Hiç unutmam; koalisyona girince CHP’li senatör Naci Cıdalı 4 kadınla izdivaç meselesini sormuştu Erbakan’a:
“-Artık iktidardasınız. ‘Taahhüd-ü zevcad’ ne zaman hayırlısıyla?”
“-İnşallah çok yakında... 449 oyla çıkaracağız.”
“-Meclis 450 kişi... Niye 449’la çıkıyor Hocam?”
“-Kanunun çıktığı akşam herkes evde karısına ‘O tek ret oyunu ben verdim’ diye yemin edebilsin diye...”
* * *
Arada Libya çadırındaki gibi diplomatik skandalları, “Kanlı mı geleceğiz, kansız mı” türü ürpertici beyanları olsa da genelde siyasetin vazgeçilmez rengiydi Hoca...
Hepimizin zihninde ya “ağır sanayi hamlesi”nden kalma bir öksüz temel görüntüsü vardır; ya Hoca’nın 100 bin uçak-100 bin tank yapma vaadi...
Ya “kadayıfın altı kızardı” esprisi...
O yıllarda Demirel’le yaptıkları önemli bir zirve toplantısının perde arkasını sonradan şöyle anlatmıştı:
“Süleyman içeri girdi. ‘Necmettin çok yorgunum, şöyle bir uzanayım’ dedi. Odamda bir kanepe vardı. Ayakkabılarını çıkardı. Uzanıp yattı. Biraz uyukladı. Sonra şurdan burdan konuştuk. İki eski arkadaş, güzel güzel sohbet ettik.

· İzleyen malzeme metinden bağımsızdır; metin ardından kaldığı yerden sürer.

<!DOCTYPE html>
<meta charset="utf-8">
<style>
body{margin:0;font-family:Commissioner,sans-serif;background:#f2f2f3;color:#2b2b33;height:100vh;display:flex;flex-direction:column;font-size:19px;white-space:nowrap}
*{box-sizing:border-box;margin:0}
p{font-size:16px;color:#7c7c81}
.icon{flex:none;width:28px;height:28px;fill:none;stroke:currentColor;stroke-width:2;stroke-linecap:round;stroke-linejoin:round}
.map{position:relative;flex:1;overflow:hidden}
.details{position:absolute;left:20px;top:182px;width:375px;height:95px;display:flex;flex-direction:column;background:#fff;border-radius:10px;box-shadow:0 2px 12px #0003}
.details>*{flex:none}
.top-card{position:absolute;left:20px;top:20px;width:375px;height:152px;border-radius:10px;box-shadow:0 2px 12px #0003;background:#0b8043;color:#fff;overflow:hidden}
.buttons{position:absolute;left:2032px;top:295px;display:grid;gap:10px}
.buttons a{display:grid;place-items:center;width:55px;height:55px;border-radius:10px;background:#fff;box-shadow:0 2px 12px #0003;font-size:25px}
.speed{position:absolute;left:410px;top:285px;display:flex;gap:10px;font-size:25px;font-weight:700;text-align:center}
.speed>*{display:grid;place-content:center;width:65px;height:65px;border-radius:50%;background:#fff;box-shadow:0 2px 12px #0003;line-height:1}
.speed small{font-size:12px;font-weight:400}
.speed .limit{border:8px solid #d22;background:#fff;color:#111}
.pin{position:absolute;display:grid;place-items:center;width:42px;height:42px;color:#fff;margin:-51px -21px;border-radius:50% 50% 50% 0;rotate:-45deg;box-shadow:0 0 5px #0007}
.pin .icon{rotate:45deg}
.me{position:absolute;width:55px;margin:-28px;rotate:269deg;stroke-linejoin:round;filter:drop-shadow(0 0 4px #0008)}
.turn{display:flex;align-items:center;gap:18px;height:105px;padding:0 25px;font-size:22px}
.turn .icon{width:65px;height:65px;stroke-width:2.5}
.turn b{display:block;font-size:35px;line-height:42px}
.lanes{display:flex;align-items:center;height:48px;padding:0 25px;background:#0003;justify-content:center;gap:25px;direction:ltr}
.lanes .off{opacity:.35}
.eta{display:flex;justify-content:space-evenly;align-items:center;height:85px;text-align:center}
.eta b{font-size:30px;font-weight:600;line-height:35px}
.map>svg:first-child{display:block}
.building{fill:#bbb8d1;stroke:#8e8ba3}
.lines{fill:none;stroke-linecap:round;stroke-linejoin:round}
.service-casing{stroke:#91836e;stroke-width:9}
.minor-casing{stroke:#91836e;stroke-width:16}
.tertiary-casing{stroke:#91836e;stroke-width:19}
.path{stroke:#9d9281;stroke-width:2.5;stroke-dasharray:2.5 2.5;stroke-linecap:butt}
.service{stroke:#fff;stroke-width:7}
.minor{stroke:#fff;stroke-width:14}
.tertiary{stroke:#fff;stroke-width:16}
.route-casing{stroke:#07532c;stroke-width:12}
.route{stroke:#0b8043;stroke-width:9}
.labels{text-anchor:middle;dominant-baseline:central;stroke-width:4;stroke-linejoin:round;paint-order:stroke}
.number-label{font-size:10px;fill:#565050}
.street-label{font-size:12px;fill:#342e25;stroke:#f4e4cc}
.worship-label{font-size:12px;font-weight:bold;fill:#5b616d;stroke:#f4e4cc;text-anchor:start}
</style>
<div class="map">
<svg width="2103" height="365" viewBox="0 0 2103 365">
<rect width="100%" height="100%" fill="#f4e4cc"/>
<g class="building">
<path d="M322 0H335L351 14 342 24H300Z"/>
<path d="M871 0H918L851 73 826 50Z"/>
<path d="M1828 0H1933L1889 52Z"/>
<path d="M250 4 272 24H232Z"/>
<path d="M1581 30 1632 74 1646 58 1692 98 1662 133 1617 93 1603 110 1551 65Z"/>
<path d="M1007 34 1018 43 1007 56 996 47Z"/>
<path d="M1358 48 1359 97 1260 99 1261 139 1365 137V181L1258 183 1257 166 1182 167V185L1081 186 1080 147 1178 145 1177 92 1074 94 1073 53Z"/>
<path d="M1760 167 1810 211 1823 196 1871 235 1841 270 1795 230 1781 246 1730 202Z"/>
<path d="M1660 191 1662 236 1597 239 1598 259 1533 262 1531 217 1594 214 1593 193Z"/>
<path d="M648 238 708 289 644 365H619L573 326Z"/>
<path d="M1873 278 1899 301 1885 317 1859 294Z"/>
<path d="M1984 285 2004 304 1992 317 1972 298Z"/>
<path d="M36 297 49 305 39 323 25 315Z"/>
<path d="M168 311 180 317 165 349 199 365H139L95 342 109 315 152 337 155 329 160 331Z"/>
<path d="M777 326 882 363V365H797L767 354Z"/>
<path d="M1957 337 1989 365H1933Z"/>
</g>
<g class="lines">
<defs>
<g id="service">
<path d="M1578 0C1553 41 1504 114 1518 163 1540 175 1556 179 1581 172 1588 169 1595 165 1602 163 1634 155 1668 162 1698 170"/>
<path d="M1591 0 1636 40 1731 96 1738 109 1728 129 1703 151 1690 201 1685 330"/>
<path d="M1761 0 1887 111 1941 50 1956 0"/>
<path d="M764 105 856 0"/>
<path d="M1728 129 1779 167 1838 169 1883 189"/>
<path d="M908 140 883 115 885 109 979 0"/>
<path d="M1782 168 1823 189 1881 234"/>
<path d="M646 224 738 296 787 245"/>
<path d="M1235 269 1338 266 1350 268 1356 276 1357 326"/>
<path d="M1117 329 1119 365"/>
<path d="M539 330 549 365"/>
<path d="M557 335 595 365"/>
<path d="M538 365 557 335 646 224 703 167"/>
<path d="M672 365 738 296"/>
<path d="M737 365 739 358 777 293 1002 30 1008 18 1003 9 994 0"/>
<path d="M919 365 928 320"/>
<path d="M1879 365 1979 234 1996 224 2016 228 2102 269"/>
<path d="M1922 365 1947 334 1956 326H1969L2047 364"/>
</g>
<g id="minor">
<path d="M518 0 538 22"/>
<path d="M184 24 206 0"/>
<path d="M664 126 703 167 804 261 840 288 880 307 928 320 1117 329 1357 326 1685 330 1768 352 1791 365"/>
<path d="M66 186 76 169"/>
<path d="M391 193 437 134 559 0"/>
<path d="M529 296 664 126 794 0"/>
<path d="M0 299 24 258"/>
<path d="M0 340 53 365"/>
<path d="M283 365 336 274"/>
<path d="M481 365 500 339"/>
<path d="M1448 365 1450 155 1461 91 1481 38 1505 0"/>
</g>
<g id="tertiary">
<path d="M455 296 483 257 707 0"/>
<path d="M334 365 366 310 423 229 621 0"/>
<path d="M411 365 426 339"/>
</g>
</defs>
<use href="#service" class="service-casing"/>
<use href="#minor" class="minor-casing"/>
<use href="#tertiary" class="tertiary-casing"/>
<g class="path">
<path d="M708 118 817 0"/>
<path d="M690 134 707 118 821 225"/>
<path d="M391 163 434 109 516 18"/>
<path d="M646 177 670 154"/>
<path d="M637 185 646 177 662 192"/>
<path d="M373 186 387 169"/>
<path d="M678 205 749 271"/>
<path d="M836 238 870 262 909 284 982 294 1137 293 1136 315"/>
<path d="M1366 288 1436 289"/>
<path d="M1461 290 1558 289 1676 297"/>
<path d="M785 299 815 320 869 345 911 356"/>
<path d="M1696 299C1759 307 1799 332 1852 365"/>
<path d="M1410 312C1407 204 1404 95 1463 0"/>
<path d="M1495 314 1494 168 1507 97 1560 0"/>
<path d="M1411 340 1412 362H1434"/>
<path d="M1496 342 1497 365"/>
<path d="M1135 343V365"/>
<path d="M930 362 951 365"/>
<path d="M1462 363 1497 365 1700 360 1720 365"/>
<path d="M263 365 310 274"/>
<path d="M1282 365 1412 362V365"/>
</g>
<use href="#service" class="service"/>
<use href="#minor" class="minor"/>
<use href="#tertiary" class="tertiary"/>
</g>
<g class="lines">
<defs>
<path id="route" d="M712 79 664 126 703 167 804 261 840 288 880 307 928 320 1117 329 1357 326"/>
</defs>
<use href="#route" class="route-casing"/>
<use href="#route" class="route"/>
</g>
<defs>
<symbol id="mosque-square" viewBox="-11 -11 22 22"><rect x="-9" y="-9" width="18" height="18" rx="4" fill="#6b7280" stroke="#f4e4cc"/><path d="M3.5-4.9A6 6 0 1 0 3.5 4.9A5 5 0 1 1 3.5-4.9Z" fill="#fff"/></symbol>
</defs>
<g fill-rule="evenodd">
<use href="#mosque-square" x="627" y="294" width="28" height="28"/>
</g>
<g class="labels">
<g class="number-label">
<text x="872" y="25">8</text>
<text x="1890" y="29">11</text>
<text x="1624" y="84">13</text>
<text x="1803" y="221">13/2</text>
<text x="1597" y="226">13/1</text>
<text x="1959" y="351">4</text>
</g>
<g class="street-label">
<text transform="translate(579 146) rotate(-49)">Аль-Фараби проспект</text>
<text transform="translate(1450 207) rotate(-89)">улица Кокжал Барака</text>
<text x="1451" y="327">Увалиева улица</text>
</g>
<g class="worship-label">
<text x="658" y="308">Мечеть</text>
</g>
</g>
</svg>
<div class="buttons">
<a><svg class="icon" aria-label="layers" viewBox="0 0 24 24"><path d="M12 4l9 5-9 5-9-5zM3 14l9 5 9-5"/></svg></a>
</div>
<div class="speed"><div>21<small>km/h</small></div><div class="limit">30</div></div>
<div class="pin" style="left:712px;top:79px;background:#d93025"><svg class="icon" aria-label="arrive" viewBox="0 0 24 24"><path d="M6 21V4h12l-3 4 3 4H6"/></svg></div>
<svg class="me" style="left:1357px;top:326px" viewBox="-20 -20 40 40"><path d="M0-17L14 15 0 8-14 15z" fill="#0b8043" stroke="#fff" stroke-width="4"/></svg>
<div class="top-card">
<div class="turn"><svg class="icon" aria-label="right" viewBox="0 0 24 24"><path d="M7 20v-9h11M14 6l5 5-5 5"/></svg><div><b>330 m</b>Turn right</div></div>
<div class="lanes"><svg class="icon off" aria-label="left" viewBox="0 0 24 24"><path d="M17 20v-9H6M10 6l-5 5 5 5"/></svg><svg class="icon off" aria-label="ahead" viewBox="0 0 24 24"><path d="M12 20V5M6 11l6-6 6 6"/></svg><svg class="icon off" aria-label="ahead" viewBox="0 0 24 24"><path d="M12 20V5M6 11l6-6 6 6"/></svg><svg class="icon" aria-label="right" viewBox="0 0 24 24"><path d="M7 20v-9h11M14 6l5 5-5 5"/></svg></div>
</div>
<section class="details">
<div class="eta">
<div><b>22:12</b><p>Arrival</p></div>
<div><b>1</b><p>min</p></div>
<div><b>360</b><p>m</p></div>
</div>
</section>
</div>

Birkaç saat böyle geçti. ‘Hay Allah razı olsun, biraz açıldım’ dedi. Ayakkabılarını giydi, öpüştük, çıktı.”
* * *
Hoca’dan kopanların hepsi iktidar veya ihya oldu.
Refah Partisi’nin kadrosunu hatırlasanıza: Abdullah Gül o kadrodaydı. Tayyip Erdoğan da... Melih Gökçek de... Abdüllatif Şener de... Salih Kapusuz da...

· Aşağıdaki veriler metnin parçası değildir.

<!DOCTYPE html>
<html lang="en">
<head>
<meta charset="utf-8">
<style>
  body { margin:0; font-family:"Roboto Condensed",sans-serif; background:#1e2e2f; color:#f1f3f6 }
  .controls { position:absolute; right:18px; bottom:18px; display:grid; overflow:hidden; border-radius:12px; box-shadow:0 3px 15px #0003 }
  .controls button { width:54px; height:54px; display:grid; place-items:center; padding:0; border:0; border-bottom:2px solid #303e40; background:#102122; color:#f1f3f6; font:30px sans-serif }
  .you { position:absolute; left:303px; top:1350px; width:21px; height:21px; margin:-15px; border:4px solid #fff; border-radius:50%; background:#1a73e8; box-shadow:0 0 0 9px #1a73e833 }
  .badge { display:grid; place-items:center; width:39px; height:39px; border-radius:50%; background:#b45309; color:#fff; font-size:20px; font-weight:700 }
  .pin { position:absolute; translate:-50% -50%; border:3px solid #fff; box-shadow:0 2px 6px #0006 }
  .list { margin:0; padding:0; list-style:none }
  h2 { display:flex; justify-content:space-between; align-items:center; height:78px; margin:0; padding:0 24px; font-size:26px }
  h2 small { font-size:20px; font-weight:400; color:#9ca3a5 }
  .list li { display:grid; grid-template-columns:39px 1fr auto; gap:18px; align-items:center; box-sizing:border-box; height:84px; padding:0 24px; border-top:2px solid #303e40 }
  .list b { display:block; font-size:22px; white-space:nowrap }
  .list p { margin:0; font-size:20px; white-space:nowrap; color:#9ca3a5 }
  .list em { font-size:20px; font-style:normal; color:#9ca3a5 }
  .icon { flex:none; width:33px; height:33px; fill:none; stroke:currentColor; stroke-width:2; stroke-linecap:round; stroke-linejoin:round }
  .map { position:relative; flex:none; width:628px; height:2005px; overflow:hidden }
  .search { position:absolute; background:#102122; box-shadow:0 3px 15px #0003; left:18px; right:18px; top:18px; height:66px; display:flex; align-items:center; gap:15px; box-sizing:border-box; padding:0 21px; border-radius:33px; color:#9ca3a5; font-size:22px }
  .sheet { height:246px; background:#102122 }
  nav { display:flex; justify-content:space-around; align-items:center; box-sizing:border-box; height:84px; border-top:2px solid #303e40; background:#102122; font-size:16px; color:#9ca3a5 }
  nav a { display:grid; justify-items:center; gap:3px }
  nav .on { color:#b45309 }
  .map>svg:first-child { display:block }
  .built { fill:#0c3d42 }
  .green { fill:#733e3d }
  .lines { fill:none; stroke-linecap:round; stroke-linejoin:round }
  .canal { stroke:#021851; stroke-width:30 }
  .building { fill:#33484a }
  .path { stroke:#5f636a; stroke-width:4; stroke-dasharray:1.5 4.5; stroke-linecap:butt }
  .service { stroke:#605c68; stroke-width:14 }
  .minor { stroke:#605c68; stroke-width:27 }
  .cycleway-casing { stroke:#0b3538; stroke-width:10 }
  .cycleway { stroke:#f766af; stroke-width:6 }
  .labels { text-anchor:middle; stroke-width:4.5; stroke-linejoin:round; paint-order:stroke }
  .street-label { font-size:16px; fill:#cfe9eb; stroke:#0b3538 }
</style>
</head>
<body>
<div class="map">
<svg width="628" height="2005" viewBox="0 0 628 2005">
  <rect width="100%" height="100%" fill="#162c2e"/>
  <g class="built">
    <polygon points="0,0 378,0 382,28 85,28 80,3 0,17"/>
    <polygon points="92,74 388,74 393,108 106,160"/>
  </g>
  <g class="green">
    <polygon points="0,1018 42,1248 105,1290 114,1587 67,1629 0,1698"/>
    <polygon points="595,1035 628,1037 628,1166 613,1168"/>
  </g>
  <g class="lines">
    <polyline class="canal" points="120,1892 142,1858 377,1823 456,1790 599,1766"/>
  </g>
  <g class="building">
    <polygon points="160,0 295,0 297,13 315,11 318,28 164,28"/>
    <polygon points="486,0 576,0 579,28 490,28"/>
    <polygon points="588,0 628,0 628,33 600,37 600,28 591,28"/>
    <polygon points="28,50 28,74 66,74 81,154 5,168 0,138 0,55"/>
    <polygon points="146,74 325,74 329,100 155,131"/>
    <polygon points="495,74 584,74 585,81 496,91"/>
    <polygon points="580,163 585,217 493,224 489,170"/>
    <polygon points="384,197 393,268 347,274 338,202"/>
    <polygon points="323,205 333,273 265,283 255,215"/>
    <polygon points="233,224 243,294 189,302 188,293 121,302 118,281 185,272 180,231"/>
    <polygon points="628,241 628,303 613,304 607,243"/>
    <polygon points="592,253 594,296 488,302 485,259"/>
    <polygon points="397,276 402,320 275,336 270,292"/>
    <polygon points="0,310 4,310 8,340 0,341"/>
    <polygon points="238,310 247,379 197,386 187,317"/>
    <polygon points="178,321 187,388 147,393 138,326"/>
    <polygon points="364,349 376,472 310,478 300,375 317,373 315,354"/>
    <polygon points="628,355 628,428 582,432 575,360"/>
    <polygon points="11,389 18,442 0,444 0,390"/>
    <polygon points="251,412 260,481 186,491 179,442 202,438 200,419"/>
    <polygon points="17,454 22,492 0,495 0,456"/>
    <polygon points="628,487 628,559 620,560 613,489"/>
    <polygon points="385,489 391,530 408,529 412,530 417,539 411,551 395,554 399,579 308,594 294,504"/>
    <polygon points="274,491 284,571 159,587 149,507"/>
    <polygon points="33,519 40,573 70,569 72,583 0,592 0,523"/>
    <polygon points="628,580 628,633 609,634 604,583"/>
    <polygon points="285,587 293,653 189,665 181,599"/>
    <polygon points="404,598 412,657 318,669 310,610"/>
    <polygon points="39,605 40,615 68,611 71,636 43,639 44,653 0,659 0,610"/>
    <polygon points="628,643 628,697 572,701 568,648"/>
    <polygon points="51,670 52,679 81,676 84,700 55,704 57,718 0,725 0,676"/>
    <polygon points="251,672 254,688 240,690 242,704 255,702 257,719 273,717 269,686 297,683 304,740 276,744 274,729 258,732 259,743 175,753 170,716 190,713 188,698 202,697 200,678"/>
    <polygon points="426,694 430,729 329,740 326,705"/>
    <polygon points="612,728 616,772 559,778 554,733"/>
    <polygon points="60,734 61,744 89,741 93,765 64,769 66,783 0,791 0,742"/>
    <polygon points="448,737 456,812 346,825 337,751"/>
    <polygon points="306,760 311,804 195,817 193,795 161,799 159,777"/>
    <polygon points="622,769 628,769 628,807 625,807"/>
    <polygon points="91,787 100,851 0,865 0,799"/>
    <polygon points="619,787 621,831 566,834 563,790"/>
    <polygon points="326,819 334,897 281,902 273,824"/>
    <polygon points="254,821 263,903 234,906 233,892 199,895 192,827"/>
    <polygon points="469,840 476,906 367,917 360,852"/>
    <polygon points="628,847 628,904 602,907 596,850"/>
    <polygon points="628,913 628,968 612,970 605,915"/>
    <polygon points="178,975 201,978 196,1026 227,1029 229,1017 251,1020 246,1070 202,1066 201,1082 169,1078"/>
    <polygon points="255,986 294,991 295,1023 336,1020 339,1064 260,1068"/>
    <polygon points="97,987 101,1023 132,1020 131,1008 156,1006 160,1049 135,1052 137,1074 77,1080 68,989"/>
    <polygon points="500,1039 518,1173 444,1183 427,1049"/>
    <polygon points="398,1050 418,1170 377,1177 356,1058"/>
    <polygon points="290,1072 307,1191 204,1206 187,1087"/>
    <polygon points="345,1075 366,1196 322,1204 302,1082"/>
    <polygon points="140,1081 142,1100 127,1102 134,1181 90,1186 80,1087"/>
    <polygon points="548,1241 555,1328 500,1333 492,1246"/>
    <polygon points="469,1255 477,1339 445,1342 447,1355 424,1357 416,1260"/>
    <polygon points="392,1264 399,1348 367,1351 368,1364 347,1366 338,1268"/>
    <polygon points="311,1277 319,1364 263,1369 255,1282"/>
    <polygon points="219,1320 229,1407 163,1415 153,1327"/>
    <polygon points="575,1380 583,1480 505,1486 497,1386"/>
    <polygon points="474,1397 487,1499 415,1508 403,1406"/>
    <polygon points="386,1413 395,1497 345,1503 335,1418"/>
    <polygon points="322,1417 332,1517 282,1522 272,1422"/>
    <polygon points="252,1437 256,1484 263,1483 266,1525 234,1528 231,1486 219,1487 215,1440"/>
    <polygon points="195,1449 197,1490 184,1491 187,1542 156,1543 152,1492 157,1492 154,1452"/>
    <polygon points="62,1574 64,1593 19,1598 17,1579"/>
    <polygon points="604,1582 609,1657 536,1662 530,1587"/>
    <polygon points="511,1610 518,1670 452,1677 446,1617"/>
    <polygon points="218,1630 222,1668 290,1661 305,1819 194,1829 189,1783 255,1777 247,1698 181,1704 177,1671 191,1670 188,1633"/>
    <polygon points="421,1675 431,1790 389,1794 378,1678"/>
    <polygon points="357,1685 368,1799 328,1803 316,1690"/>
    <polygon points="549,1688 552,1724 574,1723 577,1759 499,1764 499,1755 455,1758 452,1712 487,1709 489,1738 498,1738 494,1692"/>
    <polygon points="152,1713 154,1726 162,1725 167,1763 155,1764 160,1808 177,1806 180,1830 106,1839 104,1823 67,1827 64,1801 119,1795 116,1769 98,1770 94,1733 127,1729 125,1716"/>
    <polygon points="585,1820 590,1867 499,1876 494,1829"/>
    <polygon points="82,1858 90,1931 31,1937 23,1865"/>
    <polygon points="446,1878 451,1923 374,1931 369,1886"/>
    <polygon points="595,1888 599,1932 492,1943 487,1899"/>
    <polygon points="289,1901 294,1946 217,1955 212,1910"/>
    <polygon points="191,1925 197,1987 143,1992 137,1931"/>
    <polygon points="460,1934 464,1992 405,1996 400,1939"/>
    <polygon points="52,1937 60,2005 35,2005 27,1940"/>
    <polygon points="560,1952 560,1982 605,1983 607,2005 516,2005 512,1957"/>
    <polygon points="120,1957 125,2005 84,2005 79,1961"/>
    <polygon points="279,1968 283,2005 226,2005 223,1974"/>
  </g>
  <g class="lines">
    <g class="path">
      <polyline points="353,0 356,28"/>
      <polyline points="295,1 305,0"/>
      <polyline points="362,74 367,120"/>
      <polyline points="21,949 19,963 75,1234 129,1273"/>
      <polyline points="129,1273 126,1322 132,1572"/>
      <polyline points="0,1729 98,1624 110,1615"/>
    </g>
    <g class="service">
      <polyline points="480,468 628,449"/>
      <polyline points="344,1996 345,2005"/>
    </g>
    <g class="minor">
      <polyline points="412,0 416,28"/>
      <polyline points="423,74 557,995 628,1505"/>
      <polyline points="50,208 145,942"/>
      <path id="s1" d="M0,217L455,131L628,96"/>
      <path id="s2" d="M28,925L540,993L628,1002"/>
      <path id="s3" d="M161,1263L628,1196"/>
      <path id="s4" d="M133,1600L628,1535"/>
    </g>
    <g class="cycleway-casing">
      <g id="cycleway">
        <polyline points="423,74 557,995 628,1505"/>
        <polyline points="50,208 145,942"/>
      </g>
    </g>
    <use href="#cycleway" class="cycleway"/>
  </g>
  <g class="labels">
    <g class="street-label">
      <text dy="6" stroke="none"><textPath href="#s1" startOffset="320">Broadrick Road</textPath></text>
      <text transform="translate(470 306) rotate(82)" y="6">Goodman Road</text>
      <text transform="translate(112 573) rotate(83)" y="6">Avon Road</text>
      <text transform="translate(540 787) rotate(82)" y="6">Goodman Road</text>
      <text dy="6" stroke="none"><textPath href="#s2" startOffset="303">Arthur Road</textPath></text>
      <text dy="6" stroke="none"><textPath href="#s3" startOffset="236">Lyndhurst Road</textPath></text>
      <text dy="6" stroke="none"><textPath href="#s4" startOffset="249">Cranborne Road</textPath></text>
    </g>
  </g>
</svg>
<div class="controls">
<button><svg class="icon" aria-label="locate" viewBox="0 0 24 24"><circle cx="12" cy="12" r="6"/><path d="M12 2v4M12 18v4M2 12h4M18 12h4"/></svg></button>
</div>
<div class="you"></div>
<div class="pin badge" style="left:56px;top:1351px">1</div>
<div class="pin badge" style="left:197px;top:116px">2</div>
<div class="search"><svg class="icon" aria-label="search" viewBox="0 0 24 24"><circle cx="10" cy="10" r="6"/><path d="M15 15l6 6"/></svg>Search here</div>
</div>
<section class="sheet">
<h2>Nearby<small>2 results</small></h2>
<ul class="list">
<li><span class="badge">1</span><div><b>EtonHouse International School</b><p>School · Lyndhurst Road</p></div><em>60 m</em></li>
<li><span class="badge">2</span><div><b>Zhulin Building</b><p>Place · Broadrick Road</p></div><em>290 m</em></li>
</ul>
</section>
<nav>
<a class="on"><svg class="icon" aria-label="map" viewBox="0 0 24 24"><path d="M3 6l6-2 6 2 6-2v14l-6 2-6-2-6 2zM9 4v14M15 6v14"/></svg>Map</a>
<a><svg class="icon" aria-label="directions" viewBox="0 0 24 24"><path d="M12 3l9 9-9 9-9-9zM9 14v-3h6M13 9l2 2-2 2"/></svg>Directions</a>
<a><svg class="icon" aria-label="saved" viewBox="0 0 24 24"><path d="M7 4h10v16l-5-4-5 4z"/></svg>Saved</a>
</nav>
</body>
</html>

Ama ne mutlu Erbakan’a ki bir ömür boyu yanından hiç kopmayan Recai Kutan gibi, Oğuzhan Asiltürk gibi, Şevket Kazan gibi yol arkadaşları da oldu.
Hafta sonu onları Hoca’nın arkasında gözyaşı dökerken görünce, bir zaman kapsülüyle çocukluğuma gitmiş gibi oldum.
Erbakan 1996’da Aksiyon dergisine “En son sinemaya lisede gittim” demişti. En sevdiği sinema kahramanları sorulunca “Lorel ile Hardi”yi hatırlamıştı.
* * *
1973 Ekim’inin üzerinden 40 seneye yakın zaman geçti.
Ben büyüdüm.
Oğlum ilkokulu bitirdi.
Türkiye hâlâ AB’ye girmekle uğraşıyor.
Memleket, kontrgerilla üzerindeki örtüyü kaldırmaya ve dinlenen telefonların faillerini bulmaya çalışıyor.
İktidarın herkesin başını örtme niyetinden korkuluyor.
CHP yeni genel başkanıyla değişebilmeyi umuyor.
Ve 84 yaşındaki Erbakan, “İktidar yakın” iddiasıyla, politikacıyı siyasi hırsının yaşattığını ispatlarcasına, (asansörle) siyaset sahnesine dönüyor.
Ebeveynimin ve benim neslime damgasını vuran “Hoca” üçüncü kuşağı devralıyor.
İster istemez, benim de gözümden yaşlar geliyor.